As if life wasn’t confusing enough, pondering the question of death is bound to render a lifetime of uncertainty. The mystery of dying and what happens in the afterlife has garnered unfathomable amounts of religious, spiritual and scientific theories. The only thing that remains certain is that it happens.
Experiencing loss is a life-altering tragedy for those left behind, which can leave them desperately seeking any method, belief or guidance to create a connection with passed souls. This is where people such as psychic mediums and ghost hunters have allegedly bridged the gap between the spiritual and physical world, through psychic abilities to communicate with the dead. However, as technology expands, there are now ways to stay connected with passed souls in true 21st century fashion.
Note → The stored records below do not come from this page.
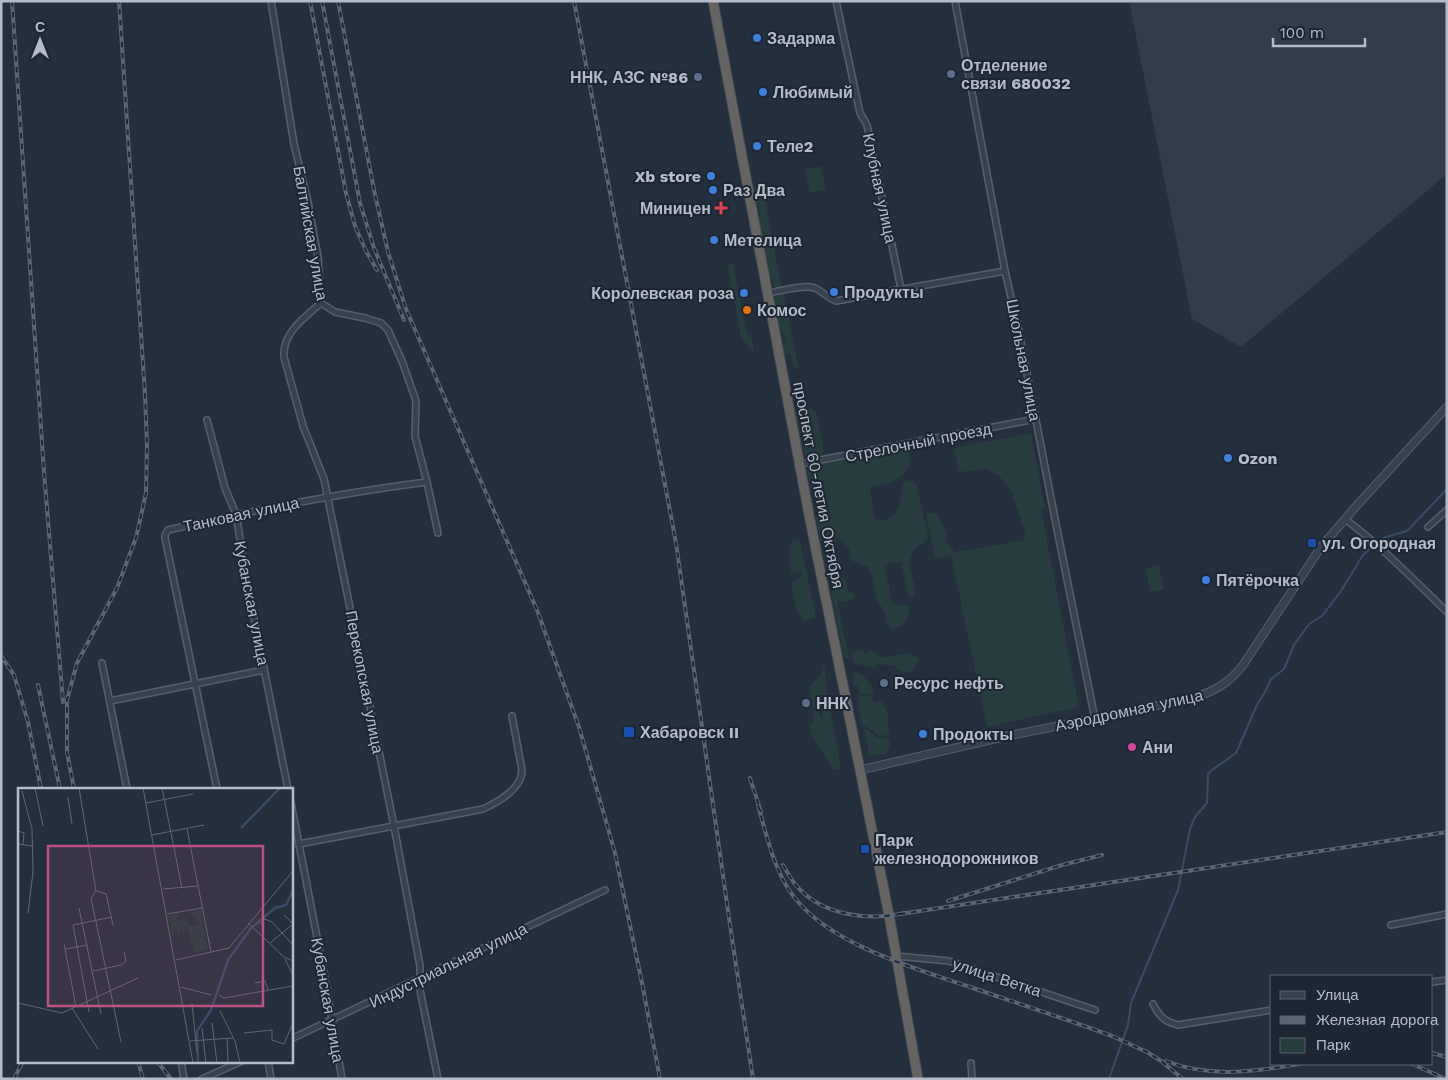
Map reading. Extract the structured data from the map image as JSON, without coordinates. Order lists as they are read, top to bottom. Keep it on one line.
{"streets":{"highway":["проспект 60-летия Октября"],"street":["Клубная улица","Балтийская улица","Школьная улица","Стрелочный проезд","Танковая улица","Кубанская улица","Перекопская улица","Аэродромная улица","Индустриальная улица","улица Ветка"]},"crossings":[["Балтийская улица","Танковая улица"],["Балтийская улица","Перекопская улица"],["Школьная улица","Стрелочный проезд"],["Школьная улица","Аэродромная улица"],["Стрелочный проезд","проспект 60-летия Октября"],["проспект 60-летия Октября","Аэродромная улица"],["проспект 60-летия Октября","улица Ветка"],["Танковая улица","Кубанская улица"],["Танковая улица","Перекопская улица"],["Кубанская улица","Индустриальная улица"],["Перекопская улица","Индустриальная улица"]],"places":{"other":["Задарма","Отделение связи 680032","ННК, АЗС №86","Любимый","Теле2","Xb store","Раз Два","Метелица","Продукты","Королевская роза","Комос","Ozon","Пятёрочка","Ресурс нефть","ННК","Продокты","Ани"],"health":["Миницен"],"transit":["ул. Огородная","Хабаровск II","Парк железнодорожников"]},"legend":["Улица","Железная дорога","Парк"],"scale_bar":"100 m","north":"top"}
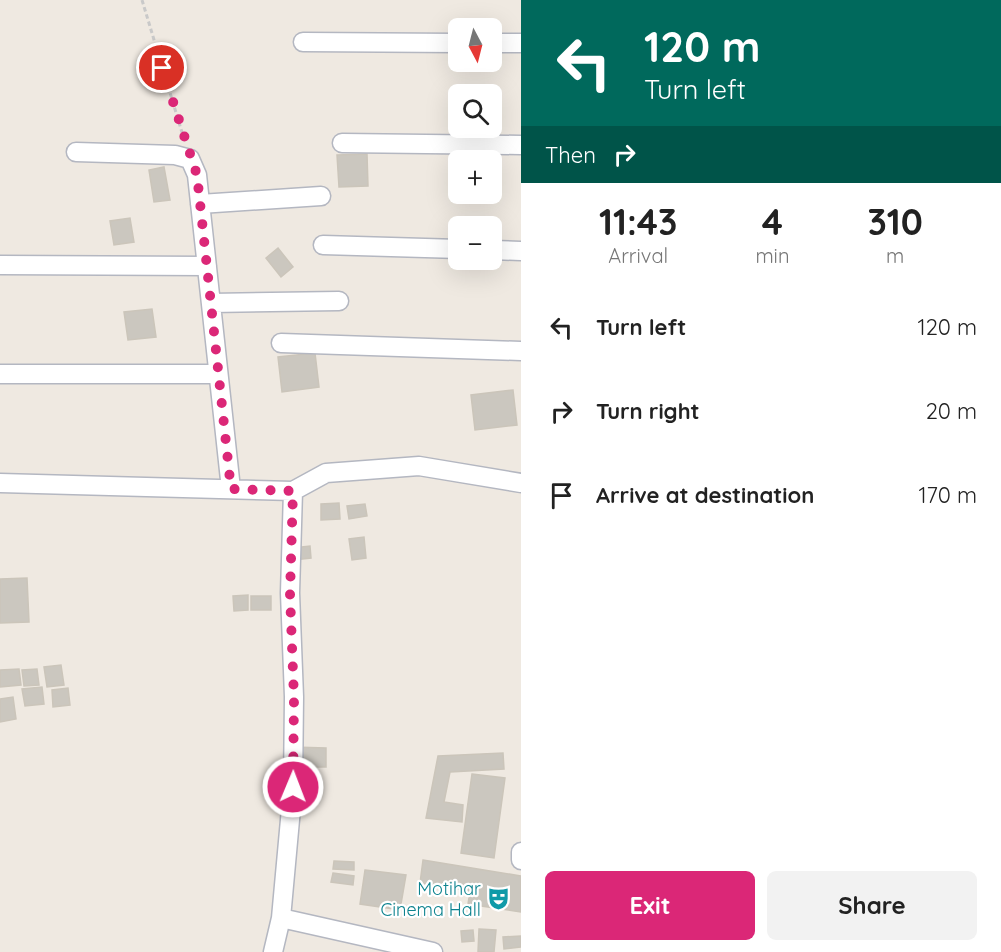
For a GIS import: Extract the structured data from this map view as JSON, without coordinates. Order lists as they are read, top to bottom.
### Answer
{
  "places": {
    "theatre": ["Motihar Cinema Hall"]
  },
  "north": "bottom",
  "page": {
    "turn": ["120 m", "Turn left"],
    "map_buttons": ["+", "−"],
    "then": "Then",
    "eta": [
      "11:43",
      "Arrival",
      "4",
      "min",
      "310",
      "m"
    ],
    "list": [
      {
        "name": "Turn left",
        "value": "120 m"
      },
      {
        "name": "Turn right",
        "value": "20 m"
      },
      {
        "name": "Arrive at destination",
        "value": "170 m"
      }
    ],
    "buttons": ["Exit", "Share"]
  }
}
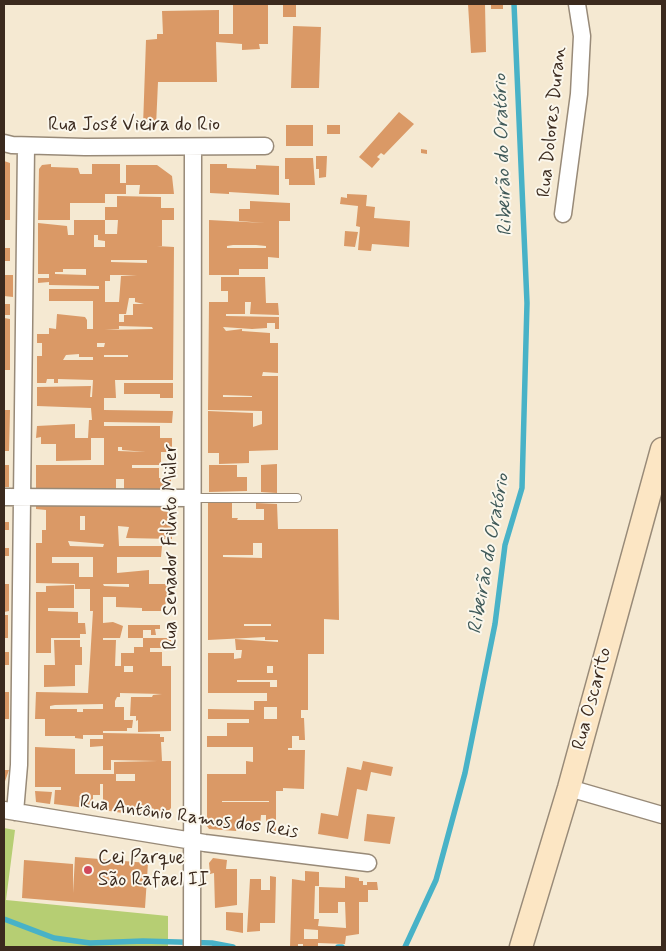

The purpose of DeathSwitch is to “bridge mortality” through information insurance. The website is designed to be a figurative control for those who wish to release personal electronic information they have chosen to keep private until after they have died. Every so often, DeathSwitch users must type in a passcode to alert the website they are still alive and well. Inactivity triggers the website’s virtual switch with the assumption the member is deceased, and distributes emails and other personal information to previously designated recipients. In the blink of an eye, passed loved ones can virtually return to potentially soften the heartache, or offer a painful reminder of death for those left behind.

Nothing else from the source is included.